* **Information**:
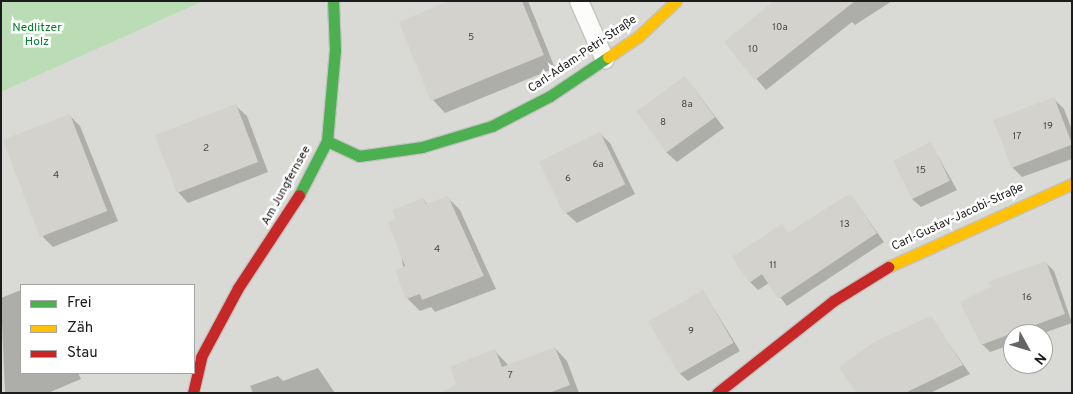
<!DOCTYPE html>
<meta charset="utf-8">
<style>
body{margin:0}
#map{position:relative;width:1073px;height:394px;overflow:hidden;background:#eaeae4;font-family:Overpass,sans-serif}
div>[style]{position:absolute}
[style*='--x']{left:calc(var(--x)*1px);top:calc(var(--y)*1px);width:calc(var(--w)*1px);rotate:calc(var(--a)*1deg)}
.residential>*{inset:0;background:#d9d9d5}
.forest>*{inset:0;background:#bbddb6}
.shadow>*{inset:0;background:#0003}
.building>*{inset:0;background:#d3d2cc;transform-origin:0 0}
.roads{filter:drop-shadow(1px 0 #c3c3c0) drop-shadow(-1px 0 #c3c3c0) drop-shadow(0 1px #c3c3c0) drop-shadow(0 -1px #c3c3c0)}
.lane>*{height:18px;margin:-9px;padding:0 9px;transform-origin:9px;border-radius:9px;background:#fcfcfb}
.fast>*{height:11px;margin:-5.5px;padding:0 5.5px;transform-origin:5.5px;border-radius:5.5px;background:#4caf50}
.slow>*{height:11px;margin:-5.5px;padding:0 5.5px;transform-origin:5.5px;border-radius:5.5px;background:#ffc107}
.jam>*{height:11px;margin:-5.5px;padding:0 5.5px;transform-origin:5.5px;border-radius:5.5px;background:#c62828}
span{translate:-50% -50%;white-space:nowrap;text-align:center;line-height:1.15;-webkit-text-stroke:5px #fff;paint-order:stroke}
.number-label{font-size:10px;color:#4b4a49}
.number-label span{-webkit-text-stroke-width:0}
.park-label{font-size:12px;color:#01822a}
.street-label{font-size:12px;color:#1c1c1c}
.frame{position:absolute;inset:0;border:2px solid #1c1c1c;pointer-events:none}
.legend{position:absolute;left:20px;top:284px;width:175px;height:90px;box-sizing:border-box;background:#fff;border:1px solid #a4a4a4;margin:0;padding:6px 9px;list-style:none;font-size:15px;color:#1c1c1c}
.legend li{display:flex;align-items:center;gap:10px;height:25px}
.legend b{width:25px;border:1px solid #a4a4a4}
.north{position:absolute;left:1003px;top:324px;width:50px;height:50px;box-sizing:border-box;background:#fff;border:1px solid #a4a4a4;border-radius:50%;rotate:129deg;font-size:14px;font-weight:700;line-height:20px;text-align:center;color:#1c1c1c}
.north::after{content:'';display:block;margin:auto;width:18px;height:22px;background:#646462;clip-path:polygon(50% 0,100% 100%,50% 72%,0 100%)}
</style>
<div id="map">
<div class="residential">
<i style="clip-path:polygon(evenodd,204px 1px,1072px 1px,1072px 393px,1px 393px,1px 92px,204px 1px,21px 285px,194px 285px,194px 373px,21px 373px,21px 285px,204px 1px,1013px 334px,1043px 334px,1043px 364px,1013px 364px,1013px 334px)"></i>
</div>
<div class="forest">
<i style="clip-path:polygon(1px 1px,204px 1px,1px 92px)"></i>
</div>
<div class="shadow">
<i style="clip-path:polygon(453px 1px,528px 1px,555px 68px,445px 113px,433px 100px)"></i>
<i style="clip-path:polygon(776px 1px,892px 1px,855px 25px,852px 22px,766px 90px,725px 42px)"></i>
<i style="clip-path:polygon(685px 77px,724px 128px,677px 162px,666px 152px)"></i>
<i style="clip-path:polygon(1054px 99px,1064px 109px,1072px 130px,1072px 159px,1022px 177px,1011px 166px)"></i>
<i style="clip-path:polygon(236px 106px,247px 116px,268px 172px,188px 203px,178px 192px)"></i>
<i style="clip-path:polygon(70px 116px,80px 126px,118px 221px,53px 247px,43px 237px)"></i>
<i style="clip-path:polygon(599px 133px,610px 143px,635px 194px,577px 223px,566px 213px)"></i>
<i style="clip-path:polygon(931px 144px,957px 190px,921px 207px,912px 199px)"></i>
<i style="clip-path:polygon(850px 194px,884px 242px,787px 306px,769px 283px,758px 290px,750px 282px,781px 226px,789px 234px)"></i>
<i style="clip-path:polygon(447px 197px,460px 210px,496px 289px,435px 312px,431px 307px,420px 311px,407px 298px,397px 220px,423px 199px,428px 205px)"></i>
<i style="clip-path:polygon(1046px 263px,1054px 271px,1072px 323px,1041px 334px,1013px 334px,1013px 344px,990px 352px,982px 344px)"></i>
<i style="clip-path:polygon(21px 290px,21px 373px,78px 373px,81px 379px,48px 393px,5px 393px,1px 298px)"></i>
<i style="clip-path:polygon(703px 291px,740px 351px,688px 381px,679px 373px)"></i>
<i style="clip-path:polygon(931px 318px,970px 374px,930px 393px,857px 393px)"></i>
<i style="clip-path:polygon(555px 348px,567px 361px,579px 393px,461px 393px,495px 351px,509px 366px)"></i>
<i style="clip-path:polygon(318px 368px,335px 393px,253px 393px,250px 386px,278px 376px,283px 381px)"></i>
</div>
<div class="building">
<i style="clip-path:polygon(449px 1px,522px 1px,544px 55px,431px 101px,399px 22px)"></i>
<i style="clip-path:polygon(774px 1px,855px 1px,755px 80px,724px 42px)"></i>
<i style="left:685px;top:76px;width:51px;height:60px;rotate:54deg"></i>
<i style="left:1054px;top:97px;width:51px;height:65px;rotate:69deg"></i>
<i style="left:236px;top:104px;width:62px;height:87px;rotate:69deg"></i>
<i style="left:70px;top:114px;width:104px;height:72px;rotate:69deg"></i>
<i style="left:600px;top:132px;width:58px;height:68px;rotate:64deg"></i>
<i style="left:931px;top:142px;width:43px;height:42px;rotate:64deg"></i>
<i style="clip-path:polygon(850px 193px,877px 233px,778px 299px,762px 274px,749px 283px,732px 257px,782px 224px,788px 233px)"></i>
<i style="clip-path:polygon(448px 196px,484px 276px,422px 300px,420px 294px,406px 299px,395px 270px,405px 266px,388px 222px,395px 219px,392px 210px,423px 198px,426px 204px)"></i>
<i style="clip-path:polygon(1046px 261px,1065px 314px,981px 345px,960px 302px,990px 287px,988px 282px)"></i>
<i style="left:703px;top:290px;width:61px;height:63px;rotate:60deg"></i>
<i style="clip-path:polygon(931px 316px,963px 365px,905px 393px,856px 393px,839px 367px,876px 341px)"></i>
<i style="clip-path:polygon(555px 347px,570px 385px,549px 393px,441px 393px,457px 384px,450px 367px,495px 349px,502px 367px)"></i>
</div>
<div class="roads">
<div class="lane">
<i style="--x:579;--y:1;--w:64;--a:66.2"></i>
</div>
<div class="fast">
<i style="--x:327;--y:141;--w:35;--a:25"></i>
<i style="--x:359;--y:156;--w:64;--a:-8.1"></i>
<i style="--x:422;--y:147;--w:73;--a:-16.7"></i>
<i style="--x:492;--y:126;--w:65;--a:-27.3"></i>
<i style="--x:550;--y:96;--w:70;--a:-33.9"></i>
<i style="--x:299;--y:195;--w:61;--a:-62.6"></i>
<i style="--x:327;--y:141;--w:91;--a:-85"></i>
<i style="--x:335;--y:50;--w:49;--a:-92.3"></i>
</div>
<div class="slow">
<i style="--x:608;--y:57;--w:36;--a:-34"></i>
<i style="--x:638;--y:37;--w:52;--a:-43.5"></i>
<i style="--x:888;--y:267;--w:202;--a:-24.3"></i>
</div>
<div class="jam">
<i style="--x:193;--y:393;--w:37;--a:-77"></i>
<i style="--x:201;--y:357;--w:78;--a:-61.8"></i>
<i style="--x:238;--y:288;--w:111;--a:-56.7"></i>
<i style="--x:717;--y:393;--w:148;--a:-38.4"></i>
<i style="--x:833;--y:301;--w:65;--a:-31.7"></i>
</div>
</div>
<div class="number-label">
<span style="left:780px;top:28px">10a</span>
<span style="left:471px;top:38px">5</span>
<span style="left:753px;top:50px">10</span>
<span style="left:687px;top:105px">8a</span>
<span style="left:663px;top:123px">8</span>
<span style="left:1048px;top:127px">19</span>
<span style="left:1017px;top:137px">17</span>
<span style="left:206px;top:149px">2</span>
<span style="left:598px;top:165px">6a</span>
<span style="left:921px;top:171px">15</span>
<span style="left:56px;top:176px">4</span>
<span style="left:568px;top:179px">6</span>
<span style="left:845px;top:225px">13</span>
<span style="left:437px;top:250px">4</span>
<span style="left:773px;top:266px">11</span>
<span style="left:1027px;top:298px">16</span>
<span style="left:691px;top:332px">9</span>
<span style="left:510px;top:376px">7</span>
</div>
<div class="park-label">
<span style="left:37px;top:36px">Nedlitzer<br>Holz</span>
</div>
<div class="street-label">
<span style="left:583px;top:55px;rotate:-34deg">Carl-Adam-Petri-Straße</span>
<span style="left:287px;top:186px;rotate:-61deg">Am Jungfernsee</span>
<span style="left:958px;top:218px;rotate:-25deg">Carl-Gustav-Jacobi-Straße</span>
</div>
<div class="frame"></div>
<ul class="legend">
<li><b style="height:6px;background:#4caf50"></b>Frei</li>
<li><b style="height:6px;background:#ffc107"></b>Zäh</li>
<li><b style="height:6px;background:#c62828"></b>Stau</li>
</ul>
<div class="north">N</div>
</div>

* **Exercise description**:
Beginning at the first line of the listing, print each line exactly until and including the one that has "0 #c3c3c0) drop-shadow(-1px"; skip pictures.

* **Response**:
<!DOCTYPE html>
<meta charset="utf-8">
<style>
body{margin:0}
#map{position:relative;width:1073px;height:394px;overflow:hidden;background:#eaeae4;font-family:Overpass,sans-serif}
div>[style]{position:absolute}
[style*='--x']{left:calc(var(--x)*1px);top:calc(var(--y)*1px);width:calc(var(--w)*1px);rotate:calc(var(--a)*1deg)}
.residential>*{inset:0;background:#d9d9d5}
.forest>*{inset:0;background:#bbddb6}
.shadow>*{inset:0;background:#0003}
.building>*{inset:0;background:#d3d2cc;transform-origin:0 0}
.roads{filter:drop-shadow(1px 0 #c3c3c0) drop-shadow(-1px 0 #c3c3c0) drop-shadow(0 1px #c3c3c0) drop-shadow(0 -1px #c3c3c0)}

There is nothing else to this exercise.